And even though women need respect, if he keeps showing
her disrespect week after week and month after month, she will eventually say,
"How can you say that you love me and treat me
disrespectfully?" When a man is shown disrespect week after week and
month after month, he says "I don't deserve this disrespect. Everybody respects me but you." He does not land on love, unless she says that she
does not love him - then he will feel unloved. And if a woman is truly feeling loved, she
will also feel esteemed and respected.
5 comments:
In your article, "Do Men and Women Need Both Love and Respect Equally?" You state that men naturally act in a respectable manner. How do men act respectable or act as if they respect women naturally. I tend to disagree. It is not natural for men to either act in a respectable manner and it is especially not natural to ever treat women with the least amount of respect. Just look/listen to how men talk to and about women on any given day and explain how any of this is naturally respectful. I do not see men being naturals in this respect ever. They use women to fulfill their desires. They disrespect women in their speech and actions. How is men calling women "piece of tail/ass(pardon my language) or saying things like "I would tap that" naturally respectful in both the way he carries himself and treats another person. If men truly carried themselves in a respectful manner many of the issues of this world wouldn't exist. Because it is not respectful at any stage of ones life to use another person for ones on personal satisfaction. Nor is it respectful to treat another human being as if they were somehow weaker/inferior in all ways to themselves.

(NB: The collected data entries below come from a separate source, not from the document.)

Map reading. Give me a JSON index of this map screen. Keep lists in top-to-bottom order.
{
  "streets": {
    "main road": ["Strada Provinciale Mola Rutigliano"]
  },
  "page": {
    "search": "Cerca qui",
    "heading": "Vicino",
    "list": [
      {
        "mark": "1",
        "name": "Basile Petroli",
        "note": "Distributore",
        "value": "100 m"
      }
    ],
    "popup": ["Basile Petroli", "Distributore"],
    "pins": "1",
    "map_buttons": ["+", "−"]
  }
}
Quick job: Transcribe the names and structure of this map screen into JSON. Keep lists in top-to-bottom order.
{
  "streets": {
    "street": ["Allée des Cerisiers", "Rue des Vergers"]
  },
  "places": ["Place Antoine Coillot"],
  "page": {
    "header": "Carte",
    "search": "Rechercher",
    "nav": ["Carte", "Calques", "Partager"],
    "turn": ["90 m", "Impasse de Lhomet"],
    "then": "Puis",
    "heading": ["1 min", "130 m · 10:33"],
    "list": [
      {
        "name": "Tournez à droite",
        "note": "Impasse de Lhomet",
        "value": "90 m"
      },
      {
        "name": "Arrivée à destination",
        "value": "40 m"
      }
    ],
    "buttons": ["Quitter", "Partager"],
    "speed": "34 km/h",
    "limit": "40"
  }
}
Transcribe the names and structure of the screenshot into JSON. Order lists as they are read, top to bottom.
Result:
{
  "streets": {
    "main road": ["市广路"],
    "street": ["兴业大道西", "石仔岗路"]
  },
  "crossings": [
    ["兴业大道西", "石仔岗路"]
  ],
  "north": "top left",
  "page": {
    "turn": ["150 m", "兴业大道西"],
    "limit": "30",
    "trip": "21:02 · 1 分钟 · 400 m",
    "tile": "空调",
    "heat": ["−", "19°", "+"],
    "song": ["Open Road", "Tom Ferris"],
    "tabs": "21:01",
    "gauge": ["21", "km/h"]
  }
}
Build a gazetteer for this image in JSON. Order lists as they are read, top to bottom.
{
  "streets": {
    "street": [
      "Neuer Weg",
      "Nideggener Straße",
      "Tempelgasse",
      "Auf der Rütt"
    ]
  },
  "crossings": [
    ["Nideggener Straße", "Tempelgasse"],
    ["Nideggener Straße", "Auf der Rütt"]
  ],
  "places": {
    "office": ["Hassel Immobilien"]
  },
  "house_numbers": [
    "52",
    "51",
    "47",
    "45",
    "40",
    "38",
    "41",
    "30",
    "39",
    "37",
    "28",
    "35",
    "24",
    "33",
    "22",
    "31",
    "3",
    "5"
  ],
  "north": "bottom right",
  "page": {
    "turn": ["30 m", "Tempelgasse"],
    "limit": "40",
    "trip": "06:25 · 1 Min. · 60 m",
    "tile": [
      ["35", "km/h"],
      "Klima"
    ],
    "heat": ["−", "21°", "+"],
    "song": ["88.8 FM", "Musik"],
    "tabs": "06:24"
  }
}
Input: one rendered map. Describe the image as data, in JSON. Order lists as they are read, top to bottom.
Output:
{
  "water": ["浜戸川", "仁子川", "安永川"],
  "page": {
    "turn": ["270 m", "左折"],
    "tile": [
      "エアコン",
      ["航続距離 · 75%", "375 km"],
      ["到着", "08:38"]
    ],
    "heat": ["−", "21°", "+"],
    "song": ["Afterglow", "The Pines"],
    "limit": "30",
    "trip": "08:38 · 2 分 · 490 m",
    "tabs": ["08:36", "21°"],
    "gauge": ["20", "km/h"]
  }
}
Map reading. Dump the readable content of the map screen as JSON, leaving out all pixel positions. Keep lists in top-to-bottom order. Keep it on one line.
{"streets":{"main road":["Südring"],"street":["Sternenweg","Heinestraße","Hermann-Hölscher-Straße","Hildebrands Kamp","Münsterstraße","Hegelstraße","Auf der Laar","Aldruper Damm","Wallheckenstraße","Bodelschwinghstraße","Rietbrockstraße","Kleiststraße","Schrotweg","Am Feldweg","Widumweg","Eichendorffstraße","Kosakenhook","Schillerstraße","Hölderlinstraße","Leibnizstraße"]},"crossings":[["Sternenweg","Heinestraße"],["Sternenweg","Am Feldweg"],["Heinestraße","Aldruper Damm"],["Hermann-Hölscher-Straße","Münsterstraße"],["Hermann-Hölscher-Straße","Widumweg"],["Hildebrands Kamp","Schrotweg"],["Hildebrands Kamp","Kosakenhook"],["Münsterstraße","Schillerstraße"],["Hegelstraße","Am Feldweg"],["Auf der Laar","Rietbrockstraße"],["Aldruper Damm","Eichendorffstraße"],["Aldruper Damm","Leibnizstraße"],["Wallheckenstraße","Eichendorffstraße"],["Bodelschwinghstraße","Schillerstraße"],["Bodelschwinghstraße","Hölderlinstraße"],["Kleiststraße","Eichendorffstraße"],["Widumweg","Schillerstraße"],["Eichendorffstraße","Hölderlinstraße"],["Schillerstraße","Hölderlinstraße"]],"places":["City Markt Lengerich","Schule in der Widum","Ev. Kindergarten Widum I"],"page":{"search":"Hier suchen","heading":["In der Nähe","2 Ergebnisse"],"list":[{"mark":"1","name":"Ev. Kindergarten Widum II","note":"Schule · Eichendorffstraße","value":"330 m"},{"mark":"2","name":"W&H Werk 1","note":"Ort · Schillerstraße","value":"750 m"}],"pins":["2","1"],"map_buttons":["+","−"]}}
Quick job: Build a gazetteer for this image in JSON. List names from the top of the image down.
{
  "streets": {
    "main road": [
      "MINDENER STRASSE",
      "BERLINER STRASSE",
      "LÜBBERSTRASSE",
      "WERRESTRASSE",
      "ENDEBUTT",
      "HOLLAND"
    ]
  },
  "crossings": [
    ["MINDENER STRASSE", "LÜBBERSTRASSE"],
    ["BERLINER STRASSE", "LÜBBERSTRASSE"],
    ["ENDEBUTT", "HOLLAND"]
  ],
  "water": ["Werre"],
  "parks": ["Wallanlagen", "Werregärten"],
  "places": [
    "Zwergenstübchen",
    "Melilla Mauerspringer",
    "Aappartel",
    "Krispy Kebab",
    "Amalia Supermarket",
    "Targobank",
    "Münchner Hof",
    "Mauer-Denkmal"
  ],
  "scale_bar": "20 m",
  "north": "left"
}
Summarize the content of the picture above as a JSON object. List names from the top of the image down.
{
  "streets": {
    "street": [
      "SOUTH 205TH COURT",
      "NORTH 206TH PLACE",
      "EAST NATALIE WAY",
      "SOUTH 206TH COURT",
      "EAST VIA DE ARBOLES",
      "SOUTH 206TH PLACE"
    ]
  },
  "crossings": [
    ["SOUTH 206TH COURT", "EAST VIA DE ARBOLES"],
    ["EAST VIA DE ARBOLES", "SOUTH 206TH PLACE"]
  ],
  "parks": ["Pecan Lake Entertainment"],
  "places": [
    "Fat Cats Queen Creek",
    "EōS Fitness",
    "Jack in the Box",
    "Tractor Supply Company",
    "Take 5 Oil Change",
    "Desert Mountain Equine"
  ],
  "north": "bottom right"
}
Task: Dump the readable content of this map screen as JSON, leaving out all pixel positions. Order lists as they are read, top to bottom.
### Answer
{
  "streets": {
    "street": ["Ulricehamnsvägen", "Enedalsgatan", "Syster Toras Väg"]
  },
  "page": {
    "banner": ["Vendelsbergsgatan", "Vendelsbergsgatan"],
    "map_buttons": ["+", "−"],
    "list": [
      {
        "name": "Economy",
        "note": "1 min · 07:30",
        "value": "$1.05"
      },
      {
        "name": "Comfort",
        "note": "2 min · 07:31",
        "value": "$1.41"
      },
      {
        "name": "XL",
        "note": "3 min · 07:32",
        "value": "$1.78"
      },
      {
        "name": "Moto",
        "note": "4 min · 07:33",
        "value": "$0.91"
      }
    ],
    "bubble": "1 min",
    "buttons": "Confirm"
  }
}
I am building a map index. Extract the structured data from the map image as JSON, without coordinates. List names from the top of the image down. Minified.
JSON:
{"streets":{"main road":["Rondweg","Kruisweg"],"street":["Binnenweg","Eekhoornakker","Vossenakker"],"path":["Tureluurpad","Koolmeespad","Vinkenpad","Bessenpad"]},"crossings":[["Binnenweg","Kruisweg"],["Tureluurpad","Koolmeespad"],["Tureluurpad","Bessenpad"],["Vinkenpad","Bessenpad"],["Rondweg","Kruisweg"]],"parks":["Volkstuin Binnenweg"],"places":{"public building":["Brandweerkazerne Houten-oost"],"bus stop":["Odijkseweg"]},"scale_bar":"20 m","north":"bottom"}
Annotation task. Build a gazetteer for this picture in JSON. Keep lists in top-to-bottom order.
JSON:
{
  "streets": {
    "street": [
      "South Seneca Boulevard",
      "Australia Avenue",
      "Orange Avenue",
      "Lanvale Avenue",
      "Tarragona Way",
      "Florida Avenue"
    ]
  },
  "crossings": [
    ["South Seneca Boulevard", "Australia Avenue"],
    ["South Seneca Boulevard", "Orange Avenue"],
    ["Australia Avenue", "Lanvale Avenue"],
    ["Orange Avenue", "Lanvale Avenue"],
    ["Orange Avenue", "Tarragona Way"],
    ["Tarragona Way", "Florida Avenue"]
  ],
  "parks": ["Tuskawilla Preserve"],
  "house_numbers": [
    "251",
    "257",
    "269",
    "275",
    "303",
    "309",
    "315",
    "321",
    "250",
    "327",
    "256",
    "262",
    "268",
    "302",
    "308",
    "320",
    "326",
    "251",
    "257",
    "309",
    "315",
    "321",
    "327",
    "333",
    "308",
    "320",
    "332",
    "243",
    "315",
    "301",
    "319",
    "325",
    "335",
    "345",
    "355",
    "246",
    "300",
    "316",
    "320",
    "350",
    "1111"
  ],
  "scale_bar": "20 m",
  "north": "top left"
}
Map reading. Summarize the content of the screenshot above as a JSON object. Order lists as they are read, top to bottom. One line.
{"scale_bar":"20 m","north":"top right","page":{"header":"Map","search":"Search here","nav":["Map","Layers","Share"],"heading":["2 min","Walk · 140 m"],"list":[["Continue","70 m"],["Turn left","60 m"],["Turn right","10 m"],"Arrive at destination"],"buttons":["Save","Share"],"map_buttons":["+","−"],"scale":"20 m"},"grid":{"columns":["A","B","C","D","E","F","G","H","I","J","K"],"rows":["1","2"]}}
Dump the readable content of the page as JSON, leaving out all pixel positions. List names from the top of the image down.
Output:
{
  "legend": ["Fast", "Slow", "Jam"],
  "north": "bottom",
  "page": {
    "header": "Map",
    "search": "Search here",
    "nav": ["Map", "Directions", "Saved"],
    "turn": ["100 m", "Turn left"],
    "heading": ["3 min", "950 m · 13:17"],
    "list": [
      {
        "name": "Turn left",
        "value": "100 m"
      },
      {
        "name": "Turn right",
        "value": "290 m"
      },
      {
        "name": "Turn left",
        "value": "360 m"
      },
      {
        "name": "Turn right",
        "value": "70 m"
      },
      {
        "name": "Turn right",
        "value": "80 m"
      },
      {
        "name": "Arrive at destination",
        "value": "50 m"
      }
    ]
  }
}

Well said. The Respect Dare has given me some insight on how to show my husband respect. Working on this area in my life and marriage I appreciate all that you say to help us who are struggling in our relationships.
Longing for a relationship that honors God.
Judy
Is your husband taking the love dare, so that he too can honor God?
It would appear that the first poster did not even read the article. No were in the article did the author state that..."men naturally act in a respectable manner." It would appear this poster is allowing their own misgivings and stereotypes to blind them.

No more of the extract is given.